- **Prompt**
In the material below, find each line that contains the word "Highland" and copy it.
[Records Boundary: Start]
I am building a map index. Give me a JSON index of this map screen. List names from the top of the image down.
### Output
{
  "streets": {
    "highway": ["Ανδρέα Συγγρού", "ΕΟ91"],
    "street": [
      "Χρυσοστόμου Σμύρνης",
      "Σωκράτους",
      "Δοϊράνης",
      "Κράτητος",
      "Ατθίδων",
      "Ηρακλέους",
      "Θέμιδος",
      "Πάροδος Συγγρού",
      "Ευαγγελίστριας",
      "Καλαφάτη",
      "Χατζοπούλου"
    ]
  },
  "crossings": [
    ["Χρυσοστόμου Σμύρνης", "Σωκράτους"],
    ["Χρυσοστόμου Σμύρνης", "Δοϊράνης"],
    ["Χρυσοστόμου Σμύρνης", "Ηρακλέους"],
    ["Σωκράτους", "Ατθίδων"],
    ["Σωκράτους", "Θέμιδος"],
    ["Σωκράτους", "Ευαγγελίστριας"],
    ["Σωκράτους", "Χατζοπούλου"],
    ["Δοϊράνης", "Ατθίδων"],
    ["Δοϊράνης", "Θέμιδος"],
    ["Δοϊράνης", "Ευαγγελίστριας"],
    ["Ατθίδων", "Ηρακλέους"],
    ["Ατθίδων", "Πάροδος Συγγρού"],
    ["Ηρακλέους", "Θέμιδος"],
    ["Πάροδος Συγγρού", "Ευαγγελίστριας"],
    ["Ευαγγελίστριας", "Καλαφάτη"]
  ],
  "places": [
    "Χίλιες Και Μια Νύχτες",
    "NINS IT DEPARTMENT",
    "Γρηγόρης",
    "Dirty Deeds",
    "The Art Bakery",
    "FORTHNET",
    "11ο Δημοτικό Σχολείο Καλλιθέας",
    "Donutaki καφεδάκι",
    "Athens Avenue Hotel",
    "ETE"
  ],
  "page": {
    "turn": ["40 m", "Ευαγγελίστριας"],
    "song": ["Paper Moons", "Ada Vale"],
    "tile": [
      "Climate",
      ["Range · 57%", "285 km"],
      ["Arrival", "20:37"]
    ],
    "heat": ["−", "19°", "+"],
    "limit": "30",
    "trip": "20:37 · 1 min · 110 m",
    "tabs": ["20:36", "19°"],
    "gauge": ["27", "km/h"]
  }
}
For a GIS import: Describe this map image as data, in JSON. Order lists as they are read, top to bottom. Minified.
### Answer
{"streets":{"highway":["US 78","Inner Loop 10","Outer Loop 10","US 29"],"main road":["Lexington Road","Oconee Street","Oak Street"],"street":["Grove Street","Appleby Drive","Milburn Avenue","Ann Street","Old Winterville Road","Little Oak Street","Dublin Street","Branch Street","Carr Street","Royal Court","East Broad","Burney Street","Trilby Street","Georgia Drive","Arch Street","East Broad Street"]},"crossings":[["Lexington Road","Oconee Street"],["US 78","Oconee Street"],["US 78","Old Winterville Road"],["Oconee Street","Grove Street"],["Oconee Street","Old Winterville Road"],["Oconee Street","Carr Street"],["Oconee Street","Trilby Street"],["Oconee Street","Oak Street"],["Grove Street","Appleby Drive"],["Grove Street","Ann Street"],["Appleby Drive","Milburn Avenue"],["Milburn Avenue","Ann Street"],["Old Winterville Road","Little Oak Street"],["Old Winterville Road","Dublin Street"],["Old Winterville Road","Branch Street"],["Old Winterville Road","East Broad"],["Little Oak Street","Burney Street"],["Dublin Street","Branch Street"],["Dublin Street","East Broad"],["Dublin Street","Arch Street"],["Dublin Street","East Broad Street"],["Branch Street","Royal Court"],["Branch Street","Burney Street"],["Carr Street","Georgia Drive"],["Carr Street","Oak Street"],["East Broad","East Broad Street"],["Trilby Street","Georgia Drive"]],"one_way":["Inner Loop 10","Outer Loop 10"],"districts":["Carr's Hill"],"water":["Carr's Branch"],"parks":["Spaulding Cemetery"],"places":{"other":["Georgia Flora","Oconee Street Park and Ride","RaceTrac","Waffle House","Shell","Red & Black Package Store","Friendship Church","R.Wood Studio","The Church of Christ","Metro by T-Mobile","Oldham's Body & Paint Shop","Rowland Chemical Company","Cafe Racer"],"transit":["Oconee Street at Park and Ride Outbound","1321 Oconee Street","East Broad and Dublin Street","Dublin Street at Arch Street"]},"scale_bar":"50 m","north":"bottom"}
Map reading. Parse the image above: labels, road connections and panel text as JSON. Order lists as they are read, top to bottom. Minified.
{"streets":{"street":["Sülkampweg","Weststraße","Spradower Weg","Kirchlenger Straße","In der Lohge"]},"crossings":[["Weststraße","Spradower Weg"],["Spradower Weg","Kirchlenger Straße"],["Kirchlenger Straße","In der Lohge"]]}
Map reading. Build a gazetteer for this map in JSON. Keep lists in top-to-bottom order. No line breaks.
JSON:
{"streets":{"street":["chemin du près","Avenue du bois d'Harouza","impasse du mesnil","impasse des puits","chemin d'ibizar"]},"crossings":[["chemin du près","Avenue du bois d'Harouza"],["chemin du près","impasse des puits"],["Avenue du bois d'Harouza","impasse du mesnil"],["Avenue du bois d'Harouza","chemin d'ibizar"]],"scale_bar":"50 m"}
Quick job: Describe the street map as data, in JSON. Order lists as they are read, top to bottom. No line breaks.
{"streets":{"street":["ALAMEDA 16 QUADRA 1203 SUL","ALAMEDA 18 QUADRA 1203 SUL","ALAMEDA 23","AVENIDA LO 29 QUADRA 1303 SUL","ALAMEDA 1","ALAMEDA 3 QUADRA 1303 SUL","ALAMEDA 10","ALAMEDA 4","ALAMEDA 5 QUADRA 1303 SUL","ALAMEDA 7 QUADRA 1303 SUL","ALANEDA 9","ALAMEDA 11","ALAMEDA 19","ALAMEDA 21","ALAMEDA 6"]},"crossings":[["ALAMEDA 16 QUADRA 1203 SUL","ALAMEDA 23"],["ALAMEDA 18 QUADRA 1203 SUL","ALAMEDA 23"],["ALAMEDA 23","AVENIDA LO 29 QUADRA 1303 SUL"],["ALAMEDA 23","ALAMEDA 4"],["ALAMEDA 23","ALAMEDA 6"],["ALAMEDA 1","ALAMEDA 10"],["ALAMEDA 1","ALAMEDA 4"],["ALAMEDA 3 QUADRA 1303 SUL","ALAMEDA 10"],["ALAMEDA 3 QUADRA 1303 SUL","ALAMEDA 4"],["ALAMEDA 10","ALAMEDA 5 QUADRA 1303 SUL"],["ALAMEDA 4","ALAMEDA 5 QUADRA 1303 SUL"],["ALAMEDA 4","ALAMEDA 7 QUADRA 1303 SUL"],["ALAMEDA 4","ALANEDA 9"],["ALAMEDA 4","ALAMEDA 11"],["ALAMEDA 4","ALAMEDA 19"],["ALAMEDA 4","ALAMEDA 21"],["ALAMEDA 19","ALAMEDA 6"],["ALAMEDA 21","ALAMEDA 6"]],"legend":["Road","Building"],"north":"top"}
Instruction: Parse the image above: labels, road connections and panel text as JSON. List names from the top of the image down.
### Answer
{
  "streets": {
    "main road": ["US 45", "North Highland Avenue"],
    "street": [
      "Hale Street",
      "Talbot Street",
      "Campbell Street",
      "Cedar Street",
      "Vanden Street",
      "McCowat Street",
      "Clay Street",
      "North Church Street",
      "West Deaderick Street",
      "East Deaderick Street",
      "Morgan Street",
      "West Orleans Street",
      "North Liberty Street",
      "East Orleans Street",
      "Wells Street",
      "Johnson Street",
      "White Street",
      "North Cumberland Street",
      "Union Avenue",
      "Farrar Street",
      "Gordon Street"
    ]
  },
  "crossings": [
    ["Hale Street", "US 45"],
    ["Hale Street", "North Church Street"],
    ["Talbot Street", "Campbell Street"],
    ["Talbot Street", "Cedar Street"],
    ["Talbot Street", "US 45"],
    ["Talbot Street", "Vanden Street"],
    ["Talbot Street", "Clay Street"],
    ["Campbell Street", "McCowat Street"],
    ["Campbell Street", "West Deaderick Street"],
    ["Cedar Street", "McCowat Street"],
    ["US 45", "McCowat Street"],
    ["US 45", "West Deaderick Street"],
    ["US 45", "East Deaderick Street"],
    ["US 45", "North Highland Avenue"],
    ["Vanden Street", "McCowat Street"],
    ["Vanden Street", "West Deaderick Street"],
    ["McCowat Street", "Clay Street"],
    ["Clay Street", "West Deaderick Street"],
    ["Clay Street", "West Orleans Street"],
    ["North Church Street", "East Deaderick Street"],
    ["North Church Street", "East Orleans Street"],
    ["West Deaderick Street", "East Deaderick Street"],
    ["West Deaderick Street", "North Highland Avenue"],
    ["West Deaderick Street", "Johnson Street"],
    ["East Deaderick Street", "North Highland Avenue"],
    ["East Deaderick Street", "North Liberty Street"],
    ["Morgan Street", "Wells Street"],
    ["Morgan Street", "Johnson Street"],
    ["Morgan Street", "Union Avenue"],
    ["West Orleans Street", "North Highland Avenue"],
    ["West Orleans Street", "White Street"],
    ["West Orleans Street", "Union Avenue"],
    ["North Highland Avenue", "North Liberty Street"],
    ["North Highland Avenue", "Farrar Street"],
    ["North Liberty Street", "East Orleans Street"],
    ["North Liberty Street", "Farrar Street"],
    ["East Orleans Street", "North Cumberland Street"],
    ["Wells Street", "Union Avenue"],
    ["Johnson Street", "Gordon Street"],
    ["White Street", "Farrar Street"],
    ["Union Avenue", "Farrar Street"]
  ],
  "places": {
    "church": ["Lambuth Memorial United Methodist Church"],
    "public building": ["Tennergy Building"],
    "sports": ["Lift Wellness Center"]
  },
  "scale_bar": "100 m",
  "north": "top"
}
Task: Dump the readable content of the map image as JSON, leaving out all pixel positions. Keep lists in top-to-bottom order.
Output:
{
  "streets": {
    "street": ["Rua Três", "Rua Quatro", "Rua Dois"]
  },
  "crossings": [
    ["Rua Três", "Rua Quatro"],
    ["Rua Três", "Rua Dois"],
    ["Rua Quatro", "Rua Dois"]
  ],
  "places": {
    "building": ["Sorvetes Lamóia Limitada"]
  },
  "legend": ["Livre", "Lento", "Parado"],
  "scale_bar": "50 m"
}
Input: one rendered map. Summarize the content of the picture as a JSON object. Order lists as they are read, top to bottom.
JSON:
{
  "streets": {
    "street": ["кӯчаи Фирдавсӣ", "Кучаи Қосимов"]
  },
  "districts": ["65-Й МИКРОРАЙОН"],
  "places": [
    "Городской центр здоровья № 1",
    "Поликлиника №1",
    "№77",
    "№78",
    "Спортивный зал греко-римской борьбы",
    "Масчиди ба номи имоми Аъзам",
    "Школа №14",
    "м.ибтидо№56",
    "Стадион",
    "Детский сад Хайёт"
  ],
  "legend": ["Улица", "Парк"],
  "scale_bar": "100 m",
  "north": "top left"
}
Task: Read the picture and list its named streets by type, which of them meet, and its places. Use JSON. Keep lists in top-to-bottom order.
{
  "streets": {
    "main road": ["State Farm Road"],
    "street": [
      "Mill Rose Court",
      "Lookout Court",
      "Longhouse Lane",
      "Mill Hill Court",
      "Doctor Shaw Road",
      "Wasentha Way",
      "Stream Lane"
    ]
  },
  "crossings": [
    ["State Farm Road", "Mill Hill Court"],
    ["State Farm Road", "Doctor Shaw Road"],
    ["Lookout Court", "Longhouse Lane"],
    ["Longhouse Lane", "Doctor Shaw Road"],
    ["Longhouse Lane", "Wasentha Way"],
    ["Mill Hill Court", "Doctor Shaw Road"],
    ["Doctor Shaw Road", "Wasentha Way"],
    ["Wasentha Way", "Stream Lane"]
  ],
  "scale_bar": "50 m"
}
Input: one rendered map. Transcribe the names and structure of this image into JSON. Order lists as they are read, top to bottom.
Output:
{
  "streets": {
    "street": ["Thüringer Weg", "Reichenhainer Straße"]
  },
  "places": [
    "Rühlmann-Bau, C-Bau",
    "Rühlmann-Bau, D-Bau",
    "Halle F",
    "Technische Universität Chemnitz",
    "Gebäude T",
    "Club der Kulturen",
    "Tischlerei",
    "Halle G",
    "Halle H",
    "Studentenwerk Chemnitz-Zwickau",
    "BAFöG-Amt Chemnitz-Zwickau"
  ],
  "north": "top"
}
[Records Boundary: End]
- **Your response**
    "main road": ["US 45", "North Highland Avenue"],
    ["US 45", "North Highland Avenue"],
    ["West Deaderick Street", "North Highland Avenue"],
    ["East Deaderick Street", "North Highland Avenue"],
    ["West Orleans Street", "North Highland Avenue"],
    ["North Highland Avenue", "North Liberty Street"],
    ["North Highland Avenue", "Farrar Street"],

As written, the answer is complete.